To help us avoid this huge mistake, let’s spend some time studying the meaning and payoff schedules of compound interest.
Kick-in = when we start seeing our yearly interest payments supersede our savings contributions themselves.
If we contribute to our savings regularly, when will compound interest finally “kick-in?”
Let’s take a look…
Compound interest explained
Compounding – The ability of an asset to generate earnings, which are then reinvested in order to generate their own earnings. In other words, compounding refers to generating earnings from previous earnings. Also known as “compound interest”. source: Investopedia
Compound Interest – Interest that accrues on the initial principal and the accumulated interest of a principal deposit, loan or debt. Compounding of interest allows a principal amount to grow at a faster rate than simple interest, which is calculated as a percentage of only the principal amount. source: Investopedia
Example: We have an annual salary of $50,000/year and save 12% of our pay. At the end of the year we have $6,000, which earns us a 7.5% return in our retirement account leaving us $6,450. If we continue to invest this money we earn interest not only on our original $6,000 but also on the $450 gained in interest on the original principal.
Why we should care
It can work for us…
Through the rough numerical examples above we are able to see how compound interest can be a very powerful savings tool that stands to benefit us more the longer we employ it.
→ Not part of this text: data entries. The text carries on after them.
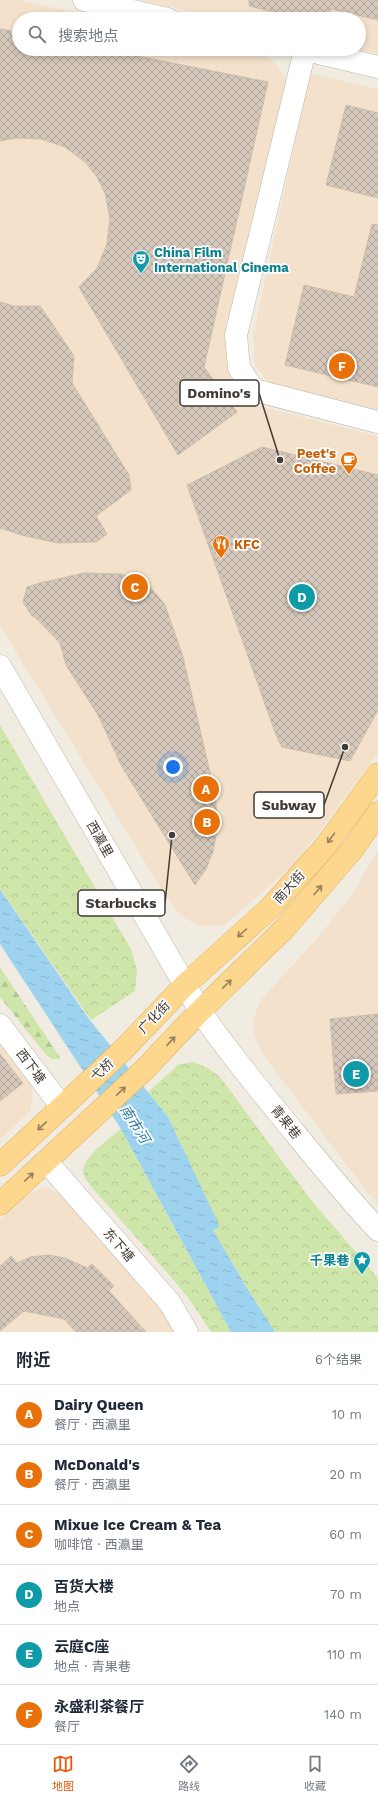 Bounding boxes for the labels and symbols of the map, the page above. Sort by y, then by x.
place label: China Film International Cinema [154,245,289,275]
theatre icon: China Film International Cinema [131,249,151,274]
pin: F [329,351,355,381]
callout: Domino's [180,380,259,406]
text: Domino's [187,385,251,401]
place label: Peet's Coffee [294,446,336,476]
cafe icon: Peet's Coffee [339,450,359,475]
restaurant icon: KFC [211,534,231,559]
place label: KFC [234,537,260,552]
pin: C [122,572,148,602]
pin: D [289,582,315,612]
your location [163,757,183,777]
pin: A [193,774,219,804]
callout: Subway [254,792,324,818]
text: Subway [262,797,316,813]
pin: B [194,807,220,837]
street label: 西瀛里 [84,818,116,860]
one-way arrow [327,832,335,843]
street label: 南大街 [270,867,308,907]
one-way arrow [313,885,322,895]
callout: Starbucks [78,890,165,916]
text: Starbucks [86,895,157,911]
one-way arrow [238,928,248,937]
one-way arrow [222,979,232,989]
street label: 广化街 [135,998,173,1036]
one-way arrow [166,1036,176,1046]
street label: 西下塘 [13,1046,49,1086]
street label: 弋桥 [87,1056,117,1084]
pin: E [343,1059,369,1089]
one-way arrow [116,1086,126,1096]
water label: 南市河 [117,1102,155,1148]
street label: 青果巷 [268,1102,304,1142]
one-way arrow [37,1121,47,1131]
one-way arrow [23,1173,34,1182]
street label: 东下塘 [101,1225,137,1265]
place icon: 千果巷 [352,1250,372,1275]
place label: 千果巷 [310,1253,350,1268]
That is why you always hear people saying to invest as early in life as possible. The sooner we get compound interest working in our favor, the sooner we can live employment optional (my term for working when you want.)
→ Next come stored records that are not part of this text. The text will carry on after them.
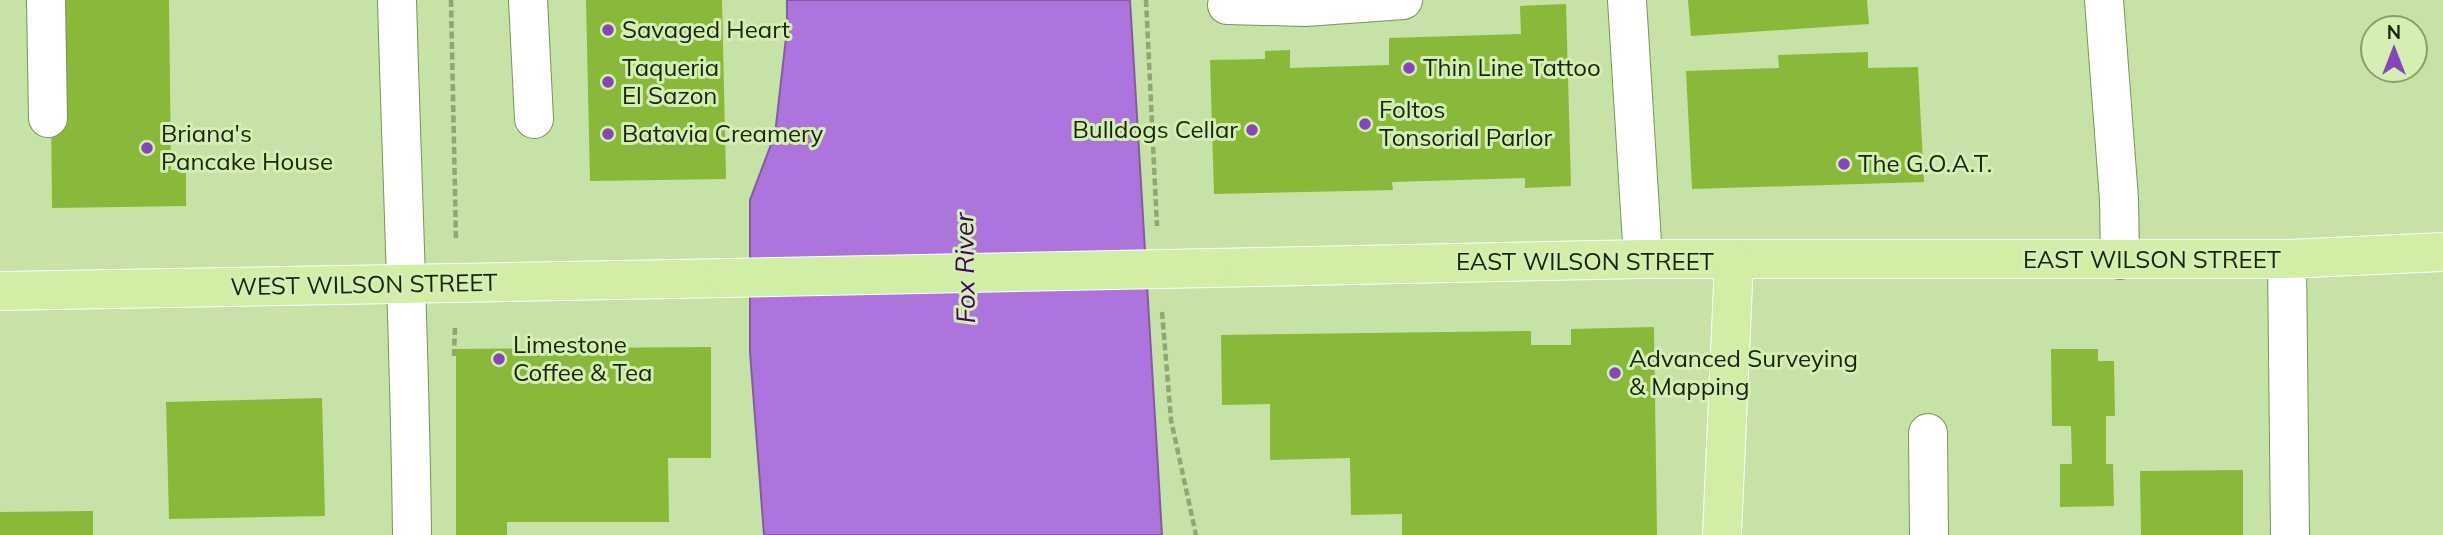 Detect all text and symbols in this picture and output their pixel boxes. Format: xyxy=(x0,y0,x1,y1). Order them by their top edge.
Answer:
place label: Savaged Heart xyxy=(622,14,790,44)
north arrow xyxy=(2359,14,2429,84)
text: N xyxy=(2387,20,2401,44)
marker: Savaged Heart xyxy=(600,22,616,38)
place label: Taqueria El Sazon xyxy=(622,52,719,110)
place label: Thin Line Tattoo xyxy=(1423,52,1601,82)
marker: Thin Line Tattoo xyxy=(1401,60,1417,76)
marker: Taqueria El Sazon xyxy=(600,74,616,90)
place label: Foltos Tonsorial Parlor xyxy=(1379,94,1552,152)
place label: Bulldogs Cellar xyxy=(1072,114,1238,144)
marker: Foltos Tonsorial Parlor xyxy=(1357,116,1373,132)
place label: Briana's Pancake House xyxy=(161,118,333,176)
place label: Batavia Creamery xyxy=(622,118,824,148)
marker: Bulldogs Cellar xyxy=(1244,122,1260,138)
marker: Batavia Creamery xyxy=(600,126,616,142)
marker: Briana's Pancake House xyxy=(139,140,155,156)
place label: The G.O.A.T. xyxy=(1858,148,1992,178)
marker: The G.O.A.T. xyxy=(1836,156,1852,172)
water label: Fox River xyxy=(947,211,982,324)
street label: EAST WILSON STREET xyxy=(2023,244,2281,274)
street label: EAST WILSON STREET xyxy=(1456,246,1714,276)
street label: WEST WILSON STREET xyxy=(230,267,498,301)
place label: Limestone Coffee & Tea xyxy=(513,329,653,387)
place label: Advanced Surveying & Mapping xyxy=(1629,343,1858,401)
marker: Limestone Coffee & Tea xyxy=(491,351,507,367)
marker: Advanced Surveying & Mapping xyxy=(1607,365,1623,381)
Or it can work against us…
Anyone who has a mortgage is all to familiar with what I am about to say. Let’s say your purchase a home for $150,000 with $0 down and finance it for 30 years at 5%. You will have monthly payments of $805.23, with the majority going toward interest all the way until year 16 when your principal payments will begin to be larger than your interest payments. When it’s all said and done, you will pay $139,883.68 in interest and your $150,000 house will end up costing you $289,883.68.
When does it pay off?
If we continue to save regularly, when will the yearly interest on our savings begin to supersede our savings contributions themselves?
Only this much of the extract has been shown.